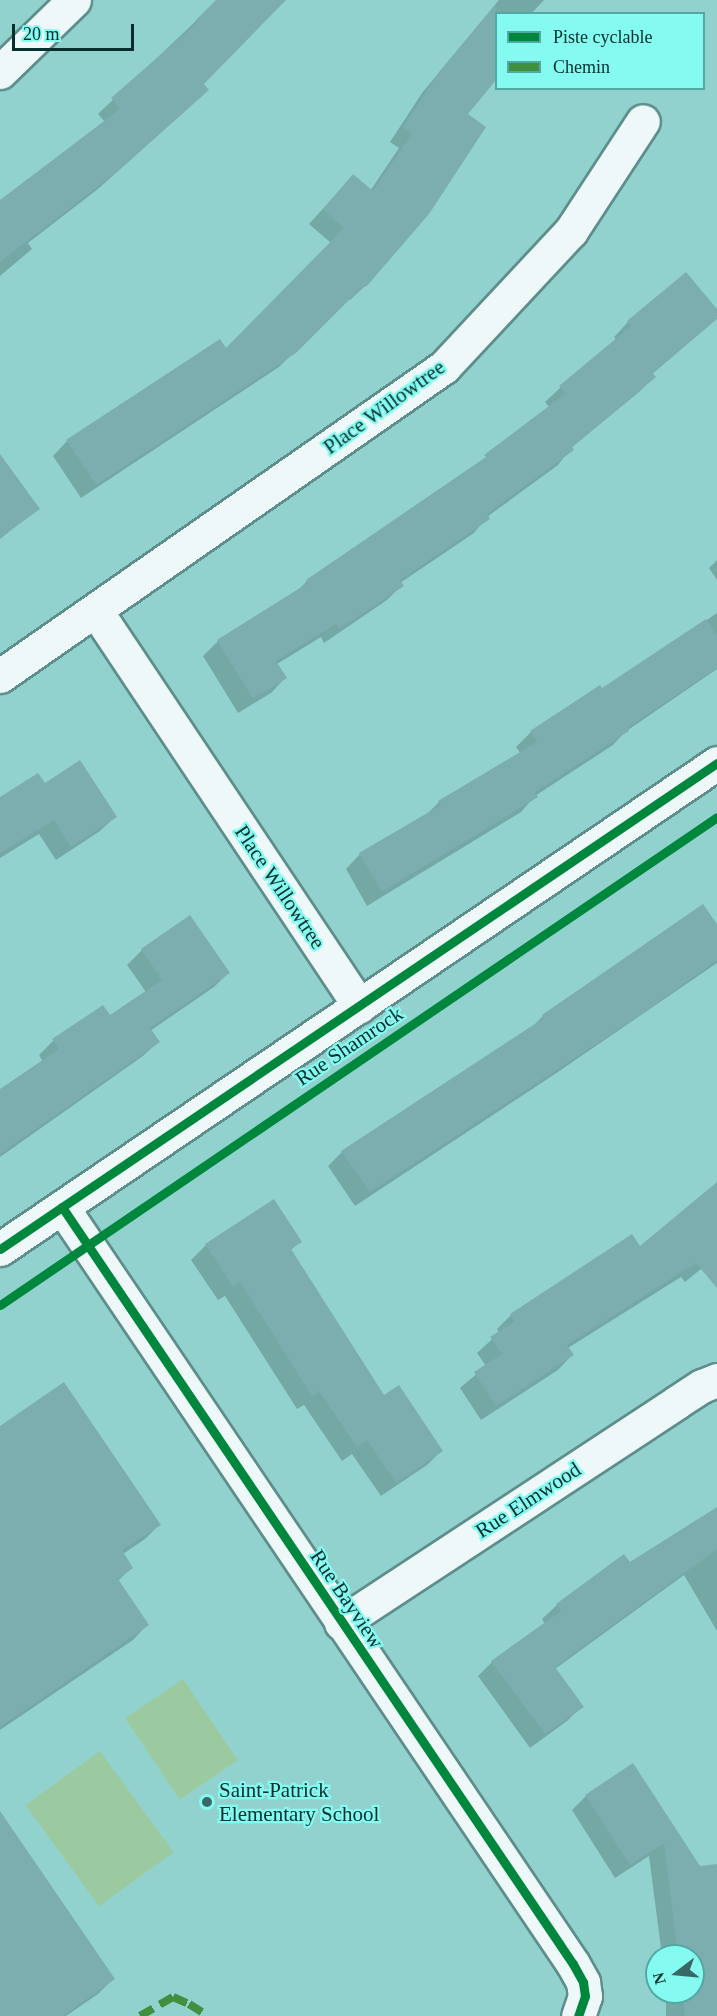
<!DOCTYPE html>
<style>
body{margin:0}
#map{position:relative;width:717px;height:2016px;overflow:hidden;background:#92d2ce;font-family:"Times New Roman",serif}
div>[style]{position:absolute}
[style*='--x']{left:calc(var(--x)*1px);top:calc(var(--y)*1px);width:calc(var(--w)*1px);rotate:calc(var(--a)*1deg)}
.green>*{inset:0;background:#9bcaa1;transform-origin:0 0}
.shadow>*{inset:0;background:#0003}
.building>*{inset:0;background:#7cadaf}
.roads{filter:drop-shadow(2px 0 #5d8e8b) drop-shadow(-2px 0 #5d8e8b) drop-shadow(0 2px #5d8e8b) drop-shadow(0 -2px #5d8e8b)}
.minor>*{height:33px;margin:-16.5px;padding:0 16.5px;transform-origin:16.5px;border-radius:16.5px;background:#eff8f8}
.quiet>*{height:8px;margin-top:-4px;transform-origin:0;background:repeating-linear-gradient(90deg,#40903f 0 15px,transparent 0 23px)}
.cycleway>*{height:9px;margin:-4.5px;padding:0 4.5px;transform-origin:4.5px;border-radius:4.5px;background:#00873e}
.dots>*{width:16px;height:16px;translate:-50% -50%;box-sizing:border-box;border:3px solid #84faf1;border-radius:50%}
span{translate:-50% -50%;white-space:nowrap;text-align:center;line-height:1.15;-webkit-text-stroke:4.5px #84faf1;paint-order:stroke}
.street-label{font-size:21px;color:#072f2d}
.poi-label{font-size:21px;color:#072f2d}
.left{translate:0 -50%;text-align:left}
.legend{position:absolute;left:495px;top:12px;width:210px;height:78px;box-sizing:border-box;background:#84faf1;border:2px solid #52a9a3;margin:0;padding:8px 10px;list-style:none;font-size:18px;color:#072f2d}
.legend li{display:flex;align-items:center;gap:12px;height:30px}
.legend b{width:30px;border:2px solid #52a9a3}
.north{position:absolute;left:645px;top:1944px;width:60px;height:60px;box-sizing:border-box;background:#84faf1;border:2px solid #52a9a3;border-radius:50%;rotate:254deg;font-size:16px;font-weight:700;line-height:24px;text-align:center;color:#072f2d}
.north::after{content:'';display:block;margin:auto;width:21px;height:27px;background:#386865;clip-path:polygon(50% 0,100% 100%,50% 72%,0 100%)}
.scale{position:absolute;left:12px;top:24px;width:122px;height:27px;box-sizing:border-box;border:3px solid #072f2d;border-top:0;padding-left:8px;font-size:18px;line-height:21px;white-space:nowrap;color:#072f2d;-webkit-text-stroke:4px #84faf1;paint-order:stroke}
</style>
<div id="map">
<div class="green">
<i style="left:183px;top:1679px;width:98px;height:70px;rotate:56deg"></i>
<i style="left:100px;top:1751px;width:125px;height:92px;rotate:54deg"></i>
</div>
<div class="shadow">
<i style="clip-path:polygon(218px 0,284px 0,202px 84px,193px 104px,98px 189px,28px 243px,32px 249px,0 276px,0 201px,105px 122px,98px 114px)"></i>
<i style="clip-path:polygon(499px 0,544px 0,531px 14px,496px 14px,496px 78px,466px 115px,427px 214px,365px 286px,350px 300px,348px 298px,279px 367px,81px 498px,53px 456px,67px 441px,225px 351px,331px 243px,309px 224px,353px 176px,370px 191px,399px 148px,390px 142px,422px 93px)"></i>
<i style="clip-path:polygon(685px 274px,717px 311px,717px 318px,705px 329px,651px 375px,654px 377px,639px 392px,571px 448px,558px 465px,487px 517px,474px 533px,400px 583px,402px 585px,387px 600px,324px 643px,321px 637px,277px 664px,285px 678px,271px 693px,238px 713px,203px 656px,218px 641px,295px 593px,307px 581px,473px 468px,550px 408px,545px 402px,560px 388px,617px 341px,614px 337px,628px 322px)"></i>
<i style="clip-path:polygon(0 457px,38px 508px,0 539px)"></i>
<i style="clip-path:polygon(717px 560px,717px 580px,709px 568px)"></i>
<i style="clip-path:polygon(717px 613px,717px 669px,625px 732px,613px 745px,535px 796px,521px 812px,367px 906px,346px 869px,360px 854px,425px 816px,439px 802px,521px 754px,516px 747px,531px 732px,600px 688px,602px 691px)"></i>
<i style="clip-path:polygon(44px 786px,115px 817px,100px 831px,56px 860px,39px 834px,0 858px,0 799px)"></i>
<i style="clip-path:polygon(703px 906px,717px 926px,717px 963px,555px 1074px,355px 1206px,328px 1166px,342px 1152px,530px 1029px,543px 1016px)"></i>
<i style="clip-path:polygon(189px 917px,228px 973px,214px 987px,150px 1031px,158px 1042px,143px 1056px,0 1157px,0 1090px,43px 1062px,39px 1055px,53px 1041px,110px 1017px,146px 992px,127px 965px,142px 950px)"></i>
<i style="clip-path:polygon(717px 1184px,717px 1256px,685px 1282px,681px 1277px,568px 1348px,572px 1355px,558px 1370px,481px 1420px,460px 1388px,486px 1366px,477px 1353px,499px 1333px,497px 1329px,511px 1315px,639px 1249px)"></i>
<i style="clip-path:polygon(273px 1201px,300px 1241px,291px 1250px,384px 1397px,441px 1451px,427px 1465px,381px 1496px,352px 1454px,342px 1461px,304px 1405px,297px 1409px,225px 1296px,218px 1300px,191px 1260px,206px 1245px)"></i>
<i style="clip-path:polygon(0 1427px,159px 1525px,145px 1539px,123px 1554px,131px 1568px,118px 1581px,147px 1625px,133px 1640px,0 1730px)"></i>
<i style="clip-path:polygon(717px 1509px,717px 1631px,684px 1575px,555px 1669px,582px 1706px,567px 1721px,530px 1748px,478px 1676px,492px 1662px,545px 1624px,542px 1619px,557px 1605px,624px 1556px,629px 1564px)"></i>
<i style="clip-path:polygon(633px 1765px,699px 1867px,717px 1865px,717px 2016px,666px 2016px,666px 1992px,693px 1992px,693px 1956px,662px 1956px,649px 1856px,615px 1878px,572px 1810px,586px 1796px)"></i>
<i style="clip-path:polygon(0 1823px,113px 1979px,98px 1994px,66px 2016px,0 2016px)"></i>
</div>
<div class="building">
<i style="clip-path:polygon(216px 0,286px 0,204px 84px,209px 90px,114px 174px,0 262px,0 200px,120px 109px,111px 98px,197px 23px,195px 21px)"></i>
<i style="clip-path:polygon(496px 4px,496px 80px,468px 114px,486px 127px,429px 214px,366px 287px,364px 285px,296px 353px,96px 485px,66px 440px,220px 339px,226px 348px,344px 228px,323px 209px,353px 174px,373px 191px,412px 133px,403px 127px,439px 72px)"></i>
<i style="clip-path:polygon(686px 272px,717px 309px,717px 319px,652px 373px,656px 377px,572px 447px,574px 450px,487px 514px,490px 519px,400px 580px,404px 586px,339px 629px,336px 624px,276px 661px,287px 678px,253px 699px,217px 640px,308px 583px,306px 580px,486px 457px,484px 455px,565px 394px,559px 386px,631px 326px,627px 321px)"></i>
<i style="clip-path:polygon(0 454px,40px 509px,0 538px)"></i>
<i style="clip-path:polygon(706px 619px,717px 636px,717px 668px,627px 728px,629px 731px,535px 792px,538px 797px,382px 892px,359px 853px,441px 805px,438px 801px,537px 742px,530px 731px,600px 685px,602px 688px)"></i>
<i style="clip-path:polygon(80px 760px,117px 817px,71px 847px,54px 820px,0 853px,0 797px,38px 773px,45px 783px)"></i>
<i style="clip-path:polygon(703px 904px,717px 924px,717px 960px,642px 1014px,370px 1192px,341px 1151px,544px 1018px,542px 1015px)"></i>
<i style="clip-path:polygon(190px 915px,230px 973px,150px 1028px,160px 1042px,0 1154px,0 1089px,59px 1049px,52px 1039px,103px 1005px,110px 1015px,162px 980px,141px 949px)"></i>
<i style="clip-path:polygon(717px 1182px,717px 1288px,696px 1263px,567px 1345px,574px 1355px,496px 1406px,474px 1372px,502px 1354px,490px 1337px,515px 1321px,510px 1314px,632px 1234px,640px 1246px)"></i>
<i style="clip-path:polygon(274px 1199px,302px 1242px,291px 1249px,384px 1395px,399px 1385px,443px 1451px,396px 1483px,367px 1440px,357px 1447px,319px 1391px,312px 1396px,240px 1282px,233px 1287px,205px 1244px)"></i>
<i style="clip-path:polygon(64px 1382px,161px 1525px,122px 1550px,133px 1568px,118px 1579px,149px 1625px,0 1727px,0 1426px)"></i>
<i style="clip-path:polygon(717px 1507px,717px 1549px,555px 1667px,584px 1707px,545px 1734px,491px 1661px,561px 1611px,556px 1604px,624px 1554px,630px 1562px)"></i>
<i style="clip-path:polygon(633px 1763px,700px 1866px,717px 1864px,717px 2016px,685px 2016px,682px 1992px,693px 1992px,693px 1956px,678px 1956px,664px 1843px,630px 1865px,585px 1795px)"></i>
<i style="clip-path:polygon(0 1811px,115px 1979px,63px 2016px,0 2016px)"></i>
</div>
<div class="roads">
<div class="minor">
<i style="--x:0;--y:72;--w:103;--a:-44.2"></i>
<i style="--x:96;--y:611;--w:475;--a:56.3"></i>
<i style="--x:0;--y:676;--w:541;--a:-34.84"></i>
<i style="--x:444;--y:367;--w:186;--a:-47"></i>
<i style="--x:571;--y:231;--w:131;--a:-56.8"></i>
<i style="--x:62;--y:1207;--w:913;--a:55.98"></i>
<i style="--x:573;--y:1964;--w:21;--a:61"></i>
<i style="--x:583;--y:1982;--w:14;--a:82"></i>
<i style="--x:585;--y:1996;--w:21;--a:109"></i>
<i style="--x:0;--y:1249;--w:866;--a:-34.13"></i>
<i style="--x:341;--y:1623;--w:402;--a:-33.3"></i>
<i style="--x:677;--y:1402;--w:30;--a:-33"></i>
<i style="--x:702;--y:1386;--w:16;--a:-22"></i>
</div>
</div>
<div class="quiet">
<i style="--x:140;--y:2016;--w:38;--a:-30"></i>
<i style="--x:173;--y:1997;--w:17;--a:24"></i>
<i style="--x:189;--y:2004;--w:22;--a:32"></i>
</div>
<div class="cycleway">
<i style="--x:62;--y:1207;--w:913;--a:55.98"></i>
<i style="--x:573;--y:1964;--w:21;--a:61"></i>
<i style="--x:583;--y:1982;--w:14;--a:82"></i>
<i style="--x:585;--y:1996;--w:21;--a:109"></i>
<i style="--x:0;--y:1249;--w:866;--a:-34.13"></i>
<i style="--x:0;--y:1305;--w:867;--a:-34.24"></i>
</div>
<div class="dots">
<i style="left:207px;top:1802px;background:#386865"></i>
</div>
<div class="street-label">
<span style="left:384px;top:407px;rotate:-36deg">Place Willowtree</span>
<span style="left:280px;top:887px;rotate:56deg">Place Willowtree</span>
<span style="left:349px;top:1046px;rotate:-34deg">Rue Shamrock</span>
<span style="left:528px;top:1500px;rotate:-33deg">Rue Elmwood</span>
<span style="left:347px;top:1599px;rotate:56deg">Rue Bayview</span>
</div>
<div class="poi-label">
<span class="left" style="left:219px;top:1802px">Saint-Patrick<br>Elementary School</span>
</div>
<ul class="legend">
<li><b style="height:8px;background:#00873e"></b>Piste cyclable</li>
<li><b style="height:8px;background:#40903f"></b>Chemin</li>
</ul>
<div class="north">N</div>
<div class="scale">20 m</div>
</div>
━━━━━━━━
◆ About this task ◆
What is the number of lines in this listing that contain the word "green"? Answer with that number and nothing else.

◆ Response ◆
2